A thousand irons, over a 100 Daisy air rifles,
anything broken that he could save.
The Brady C. Jefcoat Museum of Americana
is his monument to “people who tinkered,
who fiddled with things.”
Oh, the Smithsonian has wooed him,
but he’s turned a deaf ear--
“they’d just hide it all away.”
He wants the world to see
what it has thrown away,
what he’s made beautiful again.
He’s deeded everything he has
to local historic associations
that begged him to speak on
his gears, his vacuum tubes . . . .
“There’s treasure inside discarded things.

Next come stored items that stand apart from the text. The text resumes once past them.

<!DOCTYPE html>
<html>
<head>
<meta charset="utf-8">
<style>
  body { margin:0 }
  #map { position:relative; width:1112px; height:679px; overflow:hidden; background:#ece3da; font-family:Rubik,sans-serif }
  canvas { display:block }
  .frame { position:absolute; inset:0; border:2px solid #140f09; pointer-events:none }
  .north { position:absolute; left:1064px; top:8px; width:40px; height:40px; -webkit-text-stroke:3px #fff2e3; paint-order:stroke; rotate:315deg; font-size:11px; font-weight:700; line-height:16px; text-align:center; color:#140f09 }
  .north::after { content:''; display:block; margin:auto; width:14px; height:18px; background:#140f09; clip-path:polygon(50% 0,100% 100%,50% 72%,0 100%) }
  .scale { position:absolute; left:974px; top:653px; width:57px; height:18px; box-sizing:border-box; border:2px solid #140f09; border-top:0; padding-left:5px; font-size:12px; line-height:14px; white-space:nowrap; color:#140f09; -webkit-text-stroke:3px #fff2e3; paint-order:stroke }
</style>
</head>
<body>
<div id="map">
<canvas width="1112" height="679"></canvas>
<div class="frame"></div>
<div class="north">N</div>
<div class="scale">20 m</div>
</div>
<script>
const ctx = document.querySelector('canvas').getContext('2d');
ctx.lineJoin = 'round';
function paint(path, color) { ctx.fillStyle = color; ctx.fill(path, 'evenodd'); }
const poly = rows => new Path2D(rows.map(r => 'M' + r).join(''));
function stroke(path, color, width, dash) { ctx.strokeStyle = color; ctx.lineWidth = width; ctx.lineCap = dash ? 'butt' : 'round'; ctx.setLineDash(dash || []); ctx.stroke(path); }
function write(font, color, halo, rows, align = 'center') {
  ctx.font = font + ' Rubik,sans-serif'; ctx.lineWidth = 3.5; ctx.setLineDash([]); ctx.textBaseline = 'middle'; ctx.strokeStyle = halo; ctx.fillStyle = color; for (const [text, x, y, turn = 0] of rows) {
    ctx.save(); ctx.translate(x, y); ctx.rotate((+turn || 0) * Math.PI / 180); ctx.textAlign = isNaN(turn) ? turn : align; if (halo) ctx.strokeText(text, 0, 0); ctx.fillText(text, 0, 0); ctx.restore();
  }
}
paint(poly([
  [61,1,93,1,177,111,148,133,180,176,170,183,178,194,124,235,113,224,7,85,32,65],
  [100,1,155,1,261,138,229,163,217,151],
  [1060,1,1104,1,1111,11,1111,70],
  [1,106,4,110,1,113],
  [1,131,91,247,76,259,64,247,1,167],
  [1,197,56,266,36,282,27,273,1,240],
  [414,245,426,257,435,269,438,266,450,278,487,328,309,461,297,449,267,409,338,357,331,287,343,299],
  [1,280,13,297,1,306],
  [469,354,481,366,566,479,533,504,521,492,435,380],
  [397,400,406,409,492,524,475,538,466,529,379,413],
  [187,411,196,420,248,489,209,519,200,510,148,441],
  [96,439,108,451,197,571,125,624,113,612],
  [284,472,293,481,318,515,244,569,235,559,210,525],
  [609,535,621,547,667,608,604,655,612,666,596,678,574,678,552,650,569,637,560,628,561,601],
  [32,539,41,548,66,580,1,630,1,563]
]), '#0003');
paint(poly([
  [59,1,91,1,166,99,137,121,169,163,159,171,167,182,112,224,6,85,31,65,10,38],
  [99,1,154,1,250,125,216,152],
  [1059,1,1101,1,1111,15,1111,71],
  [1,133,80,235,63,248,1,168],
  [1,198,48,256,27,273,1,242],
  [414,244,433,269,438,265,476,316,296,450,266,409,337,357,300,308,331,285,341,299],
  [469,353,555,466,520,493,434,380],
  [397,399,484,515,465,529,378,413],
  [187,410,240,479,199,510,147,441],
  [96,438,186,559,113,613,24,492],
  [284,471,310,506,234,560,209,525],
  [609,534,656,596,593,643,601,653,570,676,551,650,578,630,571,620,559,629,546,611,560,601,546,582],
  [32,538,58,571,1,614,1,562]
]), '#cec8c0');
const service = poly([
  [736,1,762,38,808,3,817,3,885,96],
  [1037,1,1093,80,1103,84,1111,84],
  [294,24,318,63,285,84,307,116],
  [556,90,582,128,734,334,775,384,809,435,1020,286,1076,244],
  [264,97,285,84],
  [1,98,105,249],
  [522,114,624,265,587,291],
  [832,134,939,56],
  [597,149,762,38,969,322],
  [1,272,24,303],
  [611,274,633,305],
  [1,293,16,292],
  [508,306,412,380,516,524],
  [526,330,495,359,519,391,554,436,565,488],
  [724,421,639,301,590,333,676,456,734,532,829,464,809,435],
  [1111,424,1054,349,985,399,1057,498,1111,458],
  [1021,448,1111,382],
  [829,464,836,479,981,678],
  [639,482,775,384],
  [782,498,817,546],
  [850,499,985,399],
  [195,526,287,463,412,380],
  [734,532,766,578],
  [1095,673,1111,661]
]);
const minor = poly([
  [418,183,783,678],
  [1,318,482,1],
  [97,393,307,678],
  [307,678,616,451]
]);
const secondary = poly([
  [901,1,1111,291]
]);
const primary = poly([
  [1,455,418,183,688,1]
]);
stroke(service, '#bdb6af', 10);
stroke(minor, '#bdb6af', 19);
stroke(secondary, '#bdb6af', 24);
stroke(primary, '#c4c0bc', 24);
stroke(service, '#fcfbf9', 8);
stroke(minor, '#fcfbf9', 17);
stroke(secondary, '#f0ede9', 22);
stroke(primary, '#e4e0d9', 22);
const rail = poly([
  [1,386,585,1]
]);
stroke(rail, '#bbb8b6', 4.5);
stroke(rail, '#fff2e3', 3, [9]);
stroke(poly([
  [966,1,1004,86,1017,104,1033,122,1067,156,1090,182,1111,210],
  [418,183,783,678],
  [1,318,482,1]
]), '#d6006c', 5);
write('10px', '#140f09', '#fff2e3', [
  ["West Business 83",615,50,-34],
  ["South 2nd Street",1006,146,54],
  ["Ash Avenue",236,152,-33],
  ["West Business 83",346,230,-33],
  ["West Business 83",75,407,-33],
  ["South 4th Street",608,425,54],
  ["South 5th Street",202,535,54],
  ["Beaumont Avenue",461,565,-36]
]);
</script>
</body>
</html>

You just have to work a little harder
to make it show through.”
BREAKING . . . FISH . . . TOGETHER
Cleaning—emptying--
the fish they’ve caught,
the couple fills itself/themselves.
Long years together.
Years of fish.
He never said, “Wives clean fish.”
She never said, “When you’ve
cleaned the fish, bring them to me.”
Skin speckled like fish.
Wrinkles, glasses,
but emptying the fish
renews in its ritual;
sight sees again as sight is seen.
Sacred, this act.
Fish and hands in bloodied water,
liquid consecrated. So pure
jewelry need not be removed.
They break . . . fish . . . together.
PROPHET NOT WITHOUT HONOR EXCEPT IN HER OWN HEAD
She invited us for “tea,” quite quaint enough,
but the “Sun Room” where she “painted”
was a-teem with canvases of “tree stumps,”

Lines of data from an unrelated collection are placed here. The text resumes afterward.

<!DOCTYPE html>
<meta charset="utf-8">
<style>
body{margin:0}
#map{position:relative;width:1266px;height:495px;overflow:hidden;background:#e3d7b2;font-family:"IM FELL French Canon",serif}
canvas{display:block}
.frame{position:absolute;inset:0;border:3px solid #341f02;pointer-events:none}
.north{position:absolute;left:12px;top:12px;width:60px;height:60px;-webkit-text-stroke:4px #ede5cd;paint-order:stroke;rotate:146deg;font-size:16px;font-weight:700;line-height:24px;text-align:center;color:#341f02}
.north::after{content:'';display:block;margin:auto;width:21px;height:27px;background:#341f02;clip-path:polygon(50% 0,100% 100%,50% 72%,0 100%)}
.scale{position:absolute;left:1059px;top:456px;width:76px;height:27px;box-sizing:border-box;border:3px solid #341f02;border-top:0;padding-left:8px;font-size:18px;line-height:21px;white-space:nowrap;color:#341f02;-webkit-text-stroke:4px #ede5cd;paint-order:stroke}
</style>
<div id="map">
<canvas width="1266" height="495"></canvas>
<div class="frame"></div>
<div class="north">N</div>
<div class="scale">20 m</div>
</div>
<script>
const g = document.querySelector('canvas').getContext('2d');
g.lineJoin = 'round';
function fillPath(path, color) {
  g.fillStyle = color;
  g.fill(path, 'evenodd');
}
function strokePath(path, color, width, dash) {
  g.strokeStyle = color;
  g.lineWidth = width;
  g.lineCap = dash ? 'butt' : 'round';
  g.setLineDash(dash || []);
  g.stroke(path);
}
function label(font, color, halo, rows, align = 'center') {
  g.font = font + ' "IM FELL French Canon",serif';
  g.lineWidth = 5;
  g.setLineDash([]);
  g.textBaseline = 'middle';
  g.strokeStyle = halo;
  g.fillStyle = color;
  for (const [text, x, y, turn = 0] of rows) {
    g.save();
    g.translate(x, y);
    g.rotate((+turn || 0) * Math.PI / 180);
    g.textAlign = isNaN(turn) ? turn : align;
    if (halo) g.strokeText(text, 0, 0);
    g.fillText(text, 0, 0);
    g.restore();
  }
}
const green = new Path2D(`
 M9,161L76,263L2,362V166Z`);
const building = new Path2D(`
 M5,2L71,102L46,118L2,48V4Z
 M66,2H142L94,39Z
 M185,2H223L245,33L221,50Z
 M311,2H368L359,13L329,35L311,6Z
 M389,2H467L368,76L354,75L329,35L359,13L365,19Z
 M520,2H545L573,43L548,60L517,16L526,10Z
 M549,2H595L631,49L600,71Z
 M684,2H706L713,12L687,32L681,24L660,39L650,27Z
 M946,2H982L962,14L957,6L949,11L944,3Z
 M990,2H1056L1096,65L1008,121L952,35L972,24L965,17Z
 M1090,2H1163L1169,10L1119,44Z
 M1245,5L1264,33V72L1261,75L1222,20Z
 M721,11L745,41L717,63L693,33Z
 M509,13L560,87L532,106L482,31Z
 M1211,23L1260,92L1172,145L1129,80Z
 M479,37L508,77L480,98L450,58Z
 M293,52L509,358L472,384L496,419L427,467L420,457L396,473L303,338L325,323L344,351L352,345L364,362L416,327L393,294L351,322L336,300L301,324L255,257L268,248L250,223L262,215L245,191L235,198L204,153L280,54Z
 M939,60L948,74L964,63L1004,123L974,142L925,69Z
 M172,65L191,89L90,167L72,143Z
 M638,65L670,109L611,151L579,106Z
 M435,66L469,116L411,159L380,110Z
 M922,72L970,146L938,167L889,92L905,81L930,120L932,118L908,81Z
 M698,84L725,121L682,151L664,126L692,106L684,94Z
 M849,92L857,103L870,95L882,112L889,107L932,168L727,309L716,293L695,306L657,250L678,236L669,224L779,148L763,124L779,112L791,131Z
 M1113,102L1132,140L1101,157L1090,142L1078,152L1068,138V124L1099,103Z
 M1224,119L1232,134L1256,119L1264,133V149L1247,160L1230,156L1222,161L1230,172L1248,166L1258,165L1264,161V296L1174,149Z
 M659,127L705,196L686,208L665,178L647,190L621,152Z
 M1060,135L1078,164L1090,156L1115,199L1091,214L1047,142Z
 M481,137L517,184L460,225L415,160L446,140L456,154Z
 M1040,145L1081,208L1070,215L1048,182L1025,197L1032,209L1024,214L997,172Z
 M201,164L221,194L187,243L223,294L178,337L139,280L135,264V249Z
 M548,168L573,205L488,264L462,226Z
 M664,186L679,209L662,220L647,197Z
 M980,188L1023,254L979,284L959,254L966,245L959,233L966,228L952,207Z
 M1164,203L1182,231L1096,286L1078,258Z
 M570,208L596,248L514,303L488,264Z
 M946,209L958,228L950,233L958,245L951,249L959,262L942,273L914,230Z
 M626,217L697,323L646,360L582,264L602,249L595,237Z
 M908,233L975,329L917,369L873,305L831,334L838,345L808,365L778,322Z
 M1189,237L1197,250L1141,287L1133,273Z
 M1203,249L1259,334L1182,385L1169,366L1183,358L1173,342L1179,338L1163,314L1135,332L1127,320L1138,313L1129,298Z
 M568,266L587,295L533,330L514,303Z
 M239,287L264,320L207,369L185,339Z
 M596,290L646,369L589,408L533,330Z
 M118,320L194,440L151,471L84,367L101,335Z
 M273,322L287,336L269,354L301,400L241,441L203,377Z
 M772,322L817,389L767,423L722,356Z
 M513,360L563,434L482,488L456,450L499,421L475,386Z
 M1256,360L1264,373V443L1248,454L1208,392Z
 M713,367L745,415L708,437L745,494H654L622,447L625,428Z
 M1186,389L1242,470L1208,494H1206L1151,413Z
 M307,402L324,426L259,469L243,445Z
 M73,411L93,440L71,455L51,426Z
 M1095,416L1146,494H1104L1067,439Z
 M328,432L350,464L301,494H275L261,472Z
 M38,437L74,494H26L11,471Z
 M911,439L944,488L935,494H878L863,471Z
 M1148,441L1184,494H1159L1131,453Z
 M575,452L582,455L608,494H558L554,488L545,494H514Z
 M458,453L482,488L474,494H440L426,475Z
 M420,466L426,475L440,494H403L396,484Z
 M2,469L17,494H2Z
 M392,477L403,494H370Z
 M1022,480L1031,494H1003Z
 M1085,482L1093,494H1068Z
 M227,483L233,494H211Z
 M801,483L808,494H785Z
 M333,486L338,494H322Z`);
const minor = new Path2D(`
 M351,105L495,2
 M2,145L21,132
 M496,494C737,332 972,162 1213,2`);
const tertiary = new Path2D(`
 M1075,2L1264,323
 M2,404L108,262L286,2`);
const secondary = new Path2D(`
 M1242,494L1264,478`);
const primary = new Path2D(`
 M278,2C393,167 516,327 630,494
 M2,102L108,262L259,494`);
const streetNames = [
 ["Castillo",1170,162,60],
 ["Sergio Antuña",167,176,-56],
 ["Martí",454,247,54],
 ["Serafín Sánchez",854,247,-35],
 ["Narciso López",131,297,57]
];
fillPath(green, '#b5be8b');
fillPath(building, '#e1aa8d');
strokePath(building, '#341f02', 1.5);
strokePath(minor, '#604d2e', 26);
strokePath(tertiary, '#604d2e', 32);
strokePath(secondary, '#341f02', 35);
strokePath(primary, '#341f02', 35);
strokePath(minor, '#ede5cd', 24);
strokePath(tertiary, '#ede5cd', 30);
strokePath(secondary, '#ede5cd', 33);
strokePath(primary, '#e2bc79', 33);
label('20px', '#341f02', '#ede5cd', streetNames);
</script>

as she pronounced them, though she would not
permit us to pass the threshold.
As well as I could see, some reached
higher than what-to-me-are-stumps
but not far enough for branches, leaves.
Two “stumps” of a height
stood each as if the other’s branches
were its limbs akimbo,
but the twain never touched.
When I probed, she said she did not know
why she “fixated upon tree stumps,”
for she had no cause to find them special.

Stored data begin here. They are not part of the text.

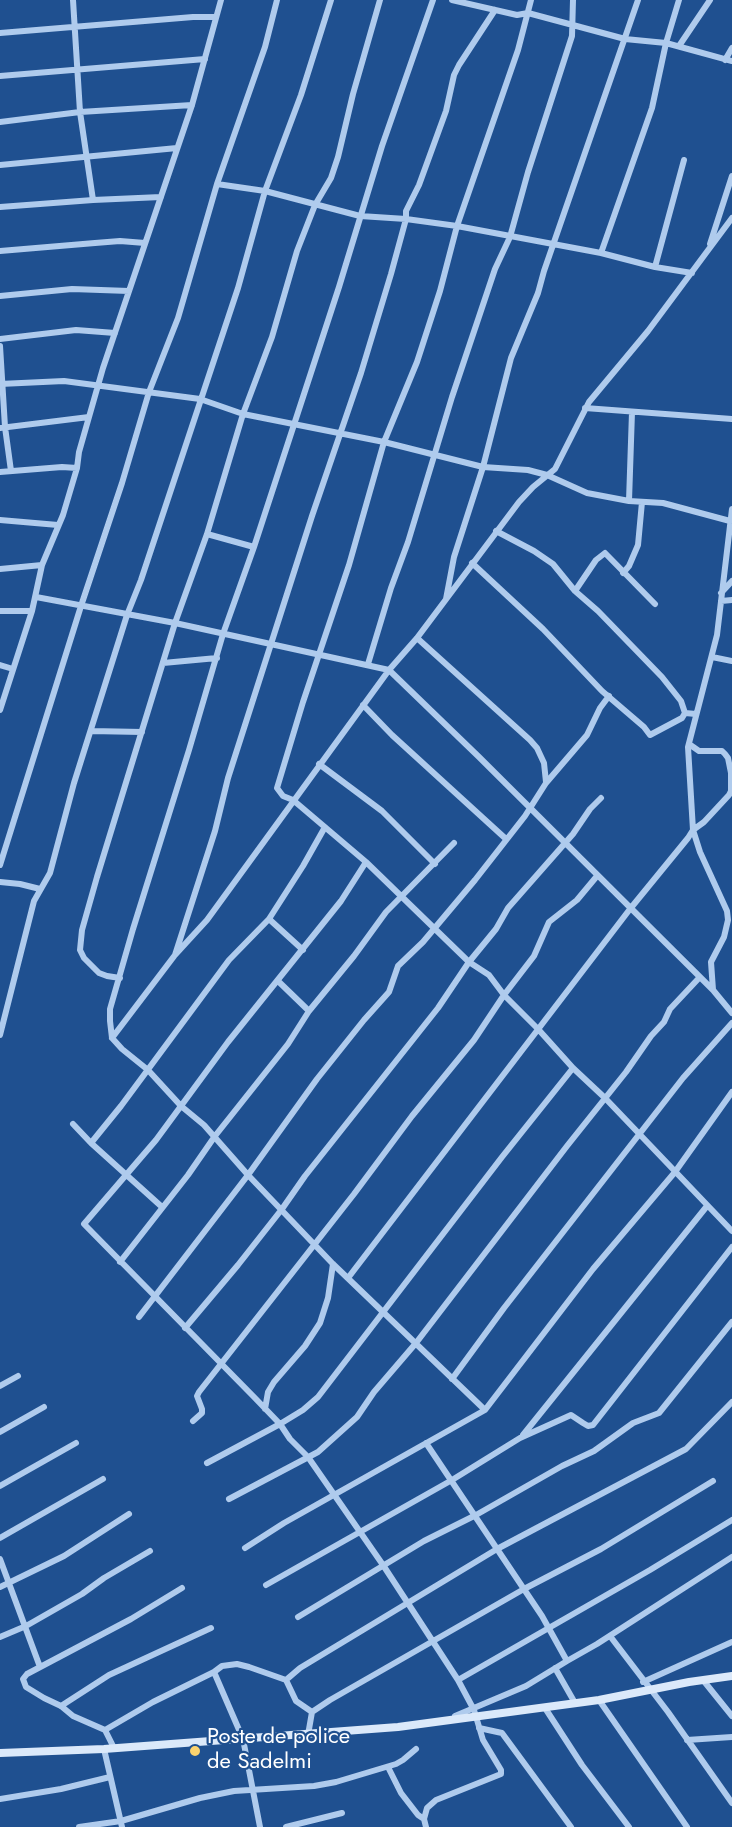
<!DOCTYPE html>
<style>
body{margin:0}
canvas{display:block;background:#1f5090}
</style>
<canvas width="732" height="1827"></canvas>
<script>
const ctx = document.querySelector('canvas').getContext('2d');
ctx.lineJoin = 'round';
const shape = rows => new Path2D(rows.map(r => 'M' + r).join(''));
function trace(path, color, width, dash) { ctx.strokeStyle = color; ctx.lineWidth = width; ctx.lineCap = dash ? 'butt' : 'round'; ctx.setLineDash(dash || []); ctx.stroke(path); }
function drawText(font, color, halo, rows, align = 'center') {
  ctx.font = font + ' Jost,sans-serif'; ctx.lineWidth = 4.5; ctx.setLineDash([]); ctx.textBaseline = 'middle'; ctx.strokeStyle = halo; ctx.fillStyle = color; for (const [text, x, y, turn = 0] of rows) {
    ctx.save(); ctx.translate(x, y); ctx.rotate((+turn || 0) * Math.PI / 180); ctx.textAlign = isNaN(turn) ? turn : align; if (halo) ctx.strokeText(text, 0, 0); ctx.fillText(text, 0, 0); ctx.restore();
  }
}
const street = shape([
 [73,0,80,112,93,200],
 [433,0,382,146,339,287,254,547,223,634,189,750,133,929,110,1009,110,1021,112,1038,122,1049,148,1070,181,1106,204,1125,248,1175,333,1264,485,1410],
 [452,0,517,15,528,13,625,39,666,43,732,61],
 [531,0,518,50,457,226,440,291,417,362,384,442,349,565,303,702,277,788,283,796,293,800,366,862,469,962,489,975,504,995,538,1029,573,1068,605,1098,732,1231],
 [0,33,193,17,216,17],
 [679,46,710,0],
 [725,60,732,48],
 [0,76,205,59],
 [0,122,80,112,192,105],
 [0,165,177,148],
 [217,184,265,191,360,216,406,219,457,226,601,253,655,267,692,273],
 [0,207,93,200,161,197],
 [710,244,732,176],
 [0,251,95,243,120,241,145,243],
 [601,253,652,108,666,43,679,0],
 [655,267,684,160],
 [0,296,72,289,129,291],
 [0,339,76,330,115,333],
 [0,346,5,427,11,471],
 [0,384,64,381,200,399,243,414,384,442,483,467,528,470,547,475,587,493,629,501,663,503,730,521],
 [585,408,732,419],
 [0,428,89,417],
 [0,472,62,467,77,468],
 [629,501,632,412],
 [732,509,717,635,688,747,693,830,700,852,727,911,728,920,724,937,711,962,713,990,732,1013],
 [0,520,58,525],
 [496,531,534,551,553,564,575,591,598,611,662,677,681,701,685,713],
 [207,534,254,547],
 [472,563,543,629,602,691,644,727,650,735,682,718,685,713,696,714],
 [0,569,42,565],
 [623,573,629,566,638,545,642,502],
 [575,591,596,560,605,553,655,604],
 [721,593,732,581],
 [36,597,175,623,389,670,417,638,519,502,533,487,555,469,589,402,648,331,732,218],
 [446,599,454,557,483,467,511,358,538,293,544,271,638,0],
 [721,601,732,600],
 [0,611,32,611],
 [417,638,530,740,537,748,544,763,546,782],
 [712,657,732,661],
 [163,663,217,658],
 [368,664,391,588,408,542,452,397,495,269,510,237,528,172,572,36,573,0],
 [0,665,13,669],
 [363,705,392,735,506,839],
 [0,710,32,611,42,565,63,515,77,468,79,452,103,368,192,105,221,0],
 [91,731,142,732],
 [319,764,382,811,435,864],
 [366,862,341,901,228,1042,156,1140,84,1224,254,1397,280,1424,290,1439,308,1457,383,1565,458,1680,474,1710,483,1740,501,1770,501,1774,436,1800,427,1808,424,1819,426,1827],
 [0,865,81,606,122,483,149,392,178,318,217,184,265,47,277,0],
 [0,882,20,884,40,889],
 [269,919,303,950],
 [175,955,215,831,228,778,312,516,361,373,391,274,406,219,406,211,419,185,446,111,454,75,459,65,495,10],
 [120,978,107,976,99,973,84,958,80,950,82,930,97,877,175,623,207,534,243,414,272,337,297,251,315,205,331,178,338,157,353,94,380,0],
 [278,981,309,1011],
 [0,1035,34,901,50,873,74,783,127,615,141,580,238,288,265,191,301,95,331,0],
 [112,1038,175,955,207,920,389,670,479,757,713,990],
 [73,1124,91,1143,162,1207],
 [91,1143,121,1106,229,960,269,919,303,866,325,827],
 [120,1262,188,1175,215,1136,288,1044,309,1011,354,956,386,912,454,843],
 [348,1278,630,909,688,838,693,830,704,822,729,795,731,791,731,773,728,758,725,754,722,751,699,751,689,744],
 [139,1317,248,1175,317,1079,364,1020,389,992,398,966,423,942,475,880,525,816,546,783,587,735,600,708,609,696],
 [185,1328,238,1265,282,1209,305,1176,438,1008,469,962,496,929,508,908,573,834,590,809,601,798],
 [452,1379,504,1308,683,1078,732,1023],
 [0,1386,18,1376],
 [265,1409,268,1392,274,1382,305,1346,320,1323,328,1298,333,1264],
 [193,1421,202,1413,202,1409,197,1396,199,1392,354,1194,412,1116,474,1040,504,995,534,956,549,922,577,900,597,876],
 [0,1432,44,1407],
 [523,1435,707,1206],
 [426,1443,542,1616,567,1661,526,1686,455,1716],
 [207,1463,280,1424,303,1410,318,1397,502,1157,573,1068],
 [0,1486,76,1443],
 [229,1499,318,1452,357,1417,374,1392,416,1343,567,1146,626,1072,651,1036,664,1022,670,1009,699,978],
 [0,1538,103,1479],
 [245,1548,284,1523,485,1410,593,1269,675,1172,732,1092],
 [0,1559,40,1667],
 [266,1585,452,1480,520,1438,571,1415,583,1423,588,1426,593,1425,732,1247],
 [0,1587,64,1556,129,1514],
 [298,1617,424,1541,476,1515,562,1466,594,1451,633,1423,659,1413,732,1322],
 [610,1636,668,1712,732,1803],
 [0,1637,26,1626,82,1594,104,1578,150,1551],
 [567,1661,597,1644,732,1557],
 [555,1668,575,1703],
 [214,1672,243,1739,260,1827],
 [458,1680,650,1570,732,1520],
 [703,1680,732,1716],
 [643,1682,732,1642],
 [599,1700,687,1827],
 [61,1706,109,1675,211,1628],
 [545,1708,582,1765,629,1827],
 [312,1712,296,1701,286,1680,300,1668,497,1549,686,1449,732,1402],
 [479,1728,502,1733,571,1827],
 [105,1730,153,1702,214,1672,222,1666,237,1664,249,1667,286,1680],
 [308,1735,312,1712,330,1700,524,1589,601,1549,713,1481],
 [687,1740,732,1737],
 [114,1748,105,1730,73,1716,61,1706,44,1698,26,1687,23,1679,27,1674,131,1619,182,1588],
 [104,1749,122,1827],
 [388,1767,401,1793,418,1815,424,1819],
 [0,1799,61,1789,110,1777],
 [79,1827,121,1821,200,1798,234,1791,314,1786,336,1782,396,1764,403,1760,416,1749],
 [286,1827,342,1813]
]);
const secondary = shape([
 [0,1753,104,1749,398,1727,599,1700,689,1682,732,1676]
]);
const markers = [
 [195,1751,6,"#fbd36f"]
];
const poiNames = [
 ["Poste de police",207,1738],
 ["de Sadelmi",207,1763]
];
trace(street, '#afcbed', 6);
trace(secondary, '#dbe9fa', 8);
for (const [x, y, r, color] of markers) { const dot = new Path2D(); dot.arc(x, y, r, 0, 2 * Math.PI); ctx.fillStyle = color; ctx.fill(dot); trace(dot, '#1f5090', 2); }
drawText('22px', '#fff', '#1f5090', poiNames, 'left');
</script>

When I asked if her stumps were “drawn”
from reality or its photographs, she smiled--
“I cut pictures from magazines to use.”
“Shades of Plato,” I thought,
“with artist at a remove from Stumpness.”
I did not mention Plato.
Nor did I divagate of Dagon,
fallen, time and time, face upon the threshold,
palms cut off, only stump left.
But the back story raised some hope.
DEFECTION FROM REFRACTION
The twin-legged compass
with which God spun the world
was crystalline—diamond—an emblem.
It formed the world,
God’s playing field, in facets, true,
but as a diamond gemstone
mounted in a circle.
Humans cannot comprehend perfection.
Perfection mocks us,
was meant to. We chose,
in our acuteness, to give the world
four imagined corners,
to lay it out as lozenge.
We learned our obtuseness.
Can humans profit from perfection?
We choose, daily,
whether to be abrasive,
cutting only, fractious,
or whether to accept the refractivity
that is ours to claim,
to be small diamonds
that can bend—to mend--
ourselves, our ways.
As individuals, mind you.
Individuals only!
SENSE AND SENSIBILITY, AMERICAN STYLE
The string art Hezzie and Mattieline taught her on the rare occasions
the barn hands emptied a truck before the boy brought the next load of
tobacco from the field. A Sunday outfit, even if it was a dress. The
opening of the eyes of a baby squirrel one of the logging crew brought
in from the woods for her. A myriad of other happenings recording in
her wrinkling brain against future need. Each item offering itself as
puzzle. She was after, not so much meaning, but meaningfulness.